After crawling home with my hands firmly in my pockets, I vowed I would Never. Do. That. Again.
Oh--and my daughter's grade 9 French book (from this past year) also has "spirituel" translated as "witty." I had never known that word either until I helped her with her homework this year.
Oh--another often-misunderstood French/English problem is the word "deception." In French it means "disappointment." So you might hear a francophone speaker telling you that he had a great deception about something, but he doesn't mean that someone swindled him, only that he was disappointed.
Mama Squirrel, Oh, good, I'm not the only one... Some day I should tell you about the time the police department begged me to come help them with a young woman who'd turned up wandering around a college campus and who didn't seem to know who she was and who they thought might be deaf... As it turned out, she didn't know any sign language at all... and was more than a bit crazy...

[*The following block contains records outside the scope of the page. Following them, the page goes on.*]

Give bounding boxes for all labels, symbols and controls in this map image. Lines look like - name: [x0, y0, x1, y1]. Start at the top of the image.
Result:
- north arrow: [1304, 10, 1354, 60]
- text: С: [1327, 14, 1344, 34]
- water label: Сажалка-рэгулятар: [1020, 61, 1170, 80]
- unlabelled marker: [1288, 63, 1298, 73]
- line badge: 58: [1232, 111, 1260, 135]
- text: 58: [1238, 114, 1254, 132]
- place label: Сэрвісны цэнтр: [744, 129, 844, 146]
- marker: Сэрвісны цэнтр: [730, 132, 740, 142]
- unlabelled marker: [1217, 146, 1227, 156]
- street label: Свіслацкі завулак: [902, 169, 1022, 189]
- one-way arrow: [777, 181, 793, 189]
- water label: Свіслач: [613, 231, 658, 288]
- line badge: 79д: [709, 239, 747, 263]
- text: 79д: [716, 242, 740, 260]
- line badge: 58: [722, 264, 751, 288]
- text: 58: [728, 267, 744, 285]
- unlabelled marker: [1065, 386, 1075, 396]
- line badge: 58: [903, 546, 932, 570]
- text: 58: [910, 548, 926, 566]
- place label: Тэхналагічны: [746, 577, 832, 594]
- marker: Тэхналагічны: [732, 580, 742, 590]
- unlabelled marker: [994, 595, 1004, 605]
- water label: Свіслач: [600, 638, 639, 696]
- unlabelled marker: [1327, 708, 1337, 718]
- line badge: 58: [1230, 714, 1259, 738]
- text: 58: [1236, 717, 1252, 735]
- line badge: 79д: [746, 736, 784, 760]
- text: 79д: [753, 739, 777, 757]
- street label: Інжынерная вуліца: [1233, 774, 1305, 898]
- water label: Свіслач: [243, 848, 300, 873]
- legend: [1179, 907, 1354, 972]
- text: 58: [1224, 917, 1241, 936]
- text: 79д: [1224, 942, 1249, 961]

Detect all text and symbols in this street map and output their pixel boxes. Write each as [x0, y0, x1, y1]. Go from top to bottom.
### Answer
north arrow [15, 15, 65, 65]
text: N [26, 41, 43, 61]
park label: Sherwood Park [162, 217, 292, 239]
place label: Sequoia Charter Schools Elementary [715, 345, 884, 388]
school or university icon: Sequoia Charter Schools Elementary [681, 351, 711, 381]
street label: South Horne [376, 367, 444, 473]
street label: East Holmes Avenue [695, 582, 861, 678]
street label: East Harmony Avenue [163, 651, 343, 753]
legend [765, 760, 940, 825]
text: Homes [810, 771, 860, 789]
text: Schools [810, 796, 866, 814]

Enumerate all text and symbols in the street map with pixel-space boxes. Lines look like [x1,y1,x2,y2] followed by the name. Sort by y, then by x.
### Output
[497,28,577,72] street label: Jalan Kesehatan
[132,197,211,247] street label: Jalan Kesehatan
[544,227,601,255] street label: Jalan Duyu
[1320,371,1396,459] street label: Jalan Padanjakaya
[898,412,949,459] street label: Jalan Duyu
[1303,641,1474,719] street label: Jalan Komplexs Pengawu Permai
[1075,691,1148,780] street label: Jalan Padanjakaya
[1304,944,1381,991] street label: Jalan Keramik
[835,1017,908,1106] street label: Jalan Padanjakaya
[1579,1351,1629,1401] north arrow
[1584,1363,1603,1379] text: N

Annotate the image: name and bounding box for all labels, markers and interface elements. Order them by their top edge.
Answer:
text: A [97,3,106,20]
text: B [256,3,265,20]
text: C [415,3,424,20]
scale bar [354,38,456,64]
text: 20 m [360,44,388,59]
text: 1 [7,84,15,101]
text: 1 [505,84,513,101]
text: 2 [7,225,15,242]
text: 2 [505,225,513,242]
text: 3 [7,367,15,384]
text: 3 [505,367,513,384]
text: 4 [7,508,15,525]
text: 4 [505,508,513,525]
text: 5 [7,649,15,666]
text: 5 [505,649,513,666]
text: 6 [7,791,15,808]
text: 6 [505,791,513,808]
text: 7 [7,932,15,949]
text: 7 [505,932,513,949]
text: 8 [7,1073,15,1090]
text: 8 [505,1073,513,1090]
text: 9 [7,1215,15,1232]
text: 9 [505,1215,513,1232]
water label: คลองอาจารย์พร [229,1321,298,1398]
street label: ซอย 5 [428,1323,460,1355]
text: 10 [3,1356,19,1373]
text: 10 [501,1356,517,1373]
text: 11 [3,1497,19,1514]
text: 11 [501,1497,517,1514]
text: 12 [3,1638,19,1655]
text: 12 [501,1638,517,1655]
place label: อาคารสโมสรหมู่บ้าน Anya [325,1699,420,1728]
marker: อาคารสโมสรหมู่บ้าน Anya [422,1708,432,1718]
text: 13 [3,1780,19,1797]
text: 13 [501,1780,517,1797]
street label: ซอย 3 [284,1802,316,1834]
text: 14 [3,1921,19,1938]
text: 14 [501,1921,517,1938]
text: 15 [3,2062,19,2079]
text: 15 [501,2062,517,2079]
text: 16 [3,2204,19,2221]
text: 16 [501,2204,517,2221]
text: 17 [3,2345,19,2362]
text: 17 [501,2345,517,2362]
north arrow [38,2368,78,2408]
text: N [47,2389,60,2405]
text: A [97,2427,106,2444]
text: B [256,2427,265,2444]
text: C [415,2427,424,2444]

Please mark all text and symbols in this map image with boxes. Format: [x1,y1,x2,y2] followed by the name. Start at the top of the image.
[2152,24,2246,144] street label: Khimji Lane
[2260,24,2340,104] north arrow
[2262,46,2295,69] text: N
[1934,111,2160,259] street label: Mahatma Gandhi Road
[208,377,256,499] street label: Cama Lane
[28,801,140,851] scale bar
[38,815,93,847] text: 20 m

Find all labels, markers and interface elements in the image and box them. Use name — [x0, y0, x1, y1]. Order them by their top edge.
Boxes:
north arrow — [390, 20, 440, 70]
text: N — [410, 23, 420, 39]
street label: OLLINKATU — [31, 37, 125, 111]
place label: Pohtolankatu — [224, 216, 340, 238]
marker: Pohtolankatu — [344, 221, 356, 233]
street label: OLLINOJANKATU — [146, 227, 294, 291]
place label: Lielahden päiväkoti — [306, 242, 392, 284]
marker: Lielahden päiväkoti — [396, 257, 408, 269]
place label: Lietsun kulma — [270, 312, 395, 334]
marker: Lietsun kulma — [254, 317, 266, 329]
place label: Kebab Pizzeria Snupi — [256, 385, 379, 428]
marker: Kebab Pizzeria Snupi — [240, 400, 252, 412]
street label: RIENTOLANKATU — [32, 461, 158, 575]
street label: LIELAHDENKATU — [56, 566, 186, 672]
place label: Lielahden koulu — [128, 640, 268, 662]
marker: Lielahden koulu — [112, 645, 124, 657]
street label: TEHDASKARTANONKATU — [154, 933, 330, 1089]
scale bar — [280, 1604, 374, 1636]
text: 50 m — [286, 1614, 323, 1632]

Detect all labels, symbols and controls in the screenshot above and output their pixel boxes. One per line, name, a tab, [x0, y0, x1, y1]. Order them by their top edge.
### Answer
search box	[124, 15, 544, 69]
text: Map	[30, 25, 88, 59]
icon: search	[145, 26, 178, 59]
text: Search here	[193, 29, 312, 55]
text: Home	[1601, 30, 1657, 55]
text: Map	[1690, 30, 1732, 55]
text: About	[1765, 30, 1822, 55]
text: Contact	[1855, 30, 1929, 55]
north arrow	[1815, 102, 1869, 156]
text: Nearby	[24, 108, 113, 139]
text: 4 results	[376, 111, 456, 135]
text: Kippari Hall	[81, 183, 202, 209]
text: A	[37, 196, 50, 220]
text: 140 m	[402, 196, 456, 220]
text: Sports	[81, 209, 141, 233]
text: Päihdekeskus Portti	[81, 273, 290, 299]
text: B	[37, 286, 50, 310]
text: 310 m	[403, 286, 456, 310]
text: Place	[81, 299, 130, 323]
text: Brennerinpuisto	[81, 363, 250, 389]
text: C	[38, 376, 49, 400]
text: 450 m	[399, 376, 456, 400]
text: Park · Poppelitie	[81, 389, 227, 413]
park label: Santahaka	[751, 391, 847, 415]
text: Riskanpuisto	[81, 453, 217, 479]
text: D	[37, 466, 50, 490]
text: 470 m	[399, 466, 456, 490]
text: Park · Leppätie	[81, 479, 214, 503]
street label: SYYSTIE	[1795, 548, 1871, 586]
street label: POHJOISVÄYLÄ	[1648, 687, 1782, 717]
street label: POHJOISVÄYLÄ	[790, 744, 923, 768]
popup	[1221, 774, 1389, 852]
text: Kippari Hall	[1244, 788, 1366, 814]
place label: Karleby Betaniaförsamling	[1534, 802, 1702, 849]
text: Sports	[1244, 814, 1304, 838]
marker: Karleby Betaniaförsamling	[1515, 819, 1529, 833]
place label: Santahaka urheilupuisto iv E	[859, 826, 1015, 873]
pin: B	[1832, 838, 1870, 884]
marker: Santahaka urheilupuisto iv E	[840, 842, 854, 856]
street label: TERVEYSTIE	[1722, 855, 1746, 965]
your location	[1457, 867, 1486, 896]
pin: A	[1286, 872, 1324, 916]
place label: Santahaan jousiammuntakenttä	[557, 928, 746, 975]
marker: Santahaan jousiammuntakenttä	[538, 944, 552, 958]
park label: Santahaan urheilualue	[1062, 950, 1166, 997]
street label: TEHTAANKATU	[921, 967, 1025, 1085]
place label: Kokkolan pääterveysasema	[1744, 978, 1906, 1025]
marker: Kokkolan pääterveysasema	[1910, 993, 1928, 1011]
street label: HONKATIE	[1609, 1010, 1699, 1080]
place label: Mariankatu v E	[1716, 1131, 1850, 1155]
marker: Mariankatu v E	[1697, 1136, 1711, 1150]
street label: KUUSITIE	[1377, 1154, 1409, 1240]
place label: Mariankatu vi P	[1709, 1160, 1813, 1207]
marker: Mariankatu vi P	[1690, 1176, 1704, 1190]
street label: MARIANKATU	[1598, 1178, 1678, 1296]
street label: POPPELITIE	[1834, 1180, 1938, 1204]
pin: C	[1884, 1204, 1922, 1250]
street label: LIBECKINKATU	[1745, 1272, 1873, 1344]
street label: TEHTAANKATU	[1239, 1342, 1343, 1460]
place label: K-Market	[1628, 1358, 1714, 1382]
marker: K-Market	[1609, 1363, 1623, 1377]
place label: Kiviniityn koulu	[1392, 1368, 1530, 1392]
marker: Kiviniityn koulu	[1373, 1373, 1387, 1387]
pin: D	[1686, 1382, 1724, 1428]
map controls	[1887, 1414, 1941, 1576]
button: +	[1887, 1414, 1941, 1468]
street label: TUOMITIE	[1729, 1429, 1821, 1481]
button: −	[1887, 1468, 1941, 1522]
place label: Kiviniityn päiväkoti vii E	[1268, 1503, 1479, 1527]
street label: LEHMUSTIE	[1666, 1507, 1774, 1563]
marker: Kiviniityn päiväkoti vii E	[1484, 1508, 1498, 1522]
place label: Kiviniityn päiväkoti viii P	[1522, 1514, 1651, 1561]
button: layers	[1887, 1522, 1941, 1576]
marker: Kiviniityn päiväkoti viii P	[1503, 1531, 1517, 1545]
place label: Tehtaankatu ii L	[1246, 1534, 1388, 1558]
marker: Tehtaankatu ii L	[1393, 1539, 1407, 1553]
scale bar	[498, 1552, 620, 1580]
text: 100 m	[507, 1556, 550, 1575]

And thanks for the warning on "deception"! I only know a bit of French, mostly what I've picked up off an immersion course on CD and from reading old books. (Back from when it was assumed that all educated English readers knew French.) One of the phrases that might have thrown me if I'd run into it cold is the French way of saying "I'm sorry." It sounds like they're saying they're desolate. I'm afraid if someone had pulled that on me before I'd learned what it meant, I might have rushed in with reassurances that they needn't be that upset... :)
"spirituel" = "witty" in the way we would say in English "full of spirits" or "high-spirited".
Coffeemama, Thanks!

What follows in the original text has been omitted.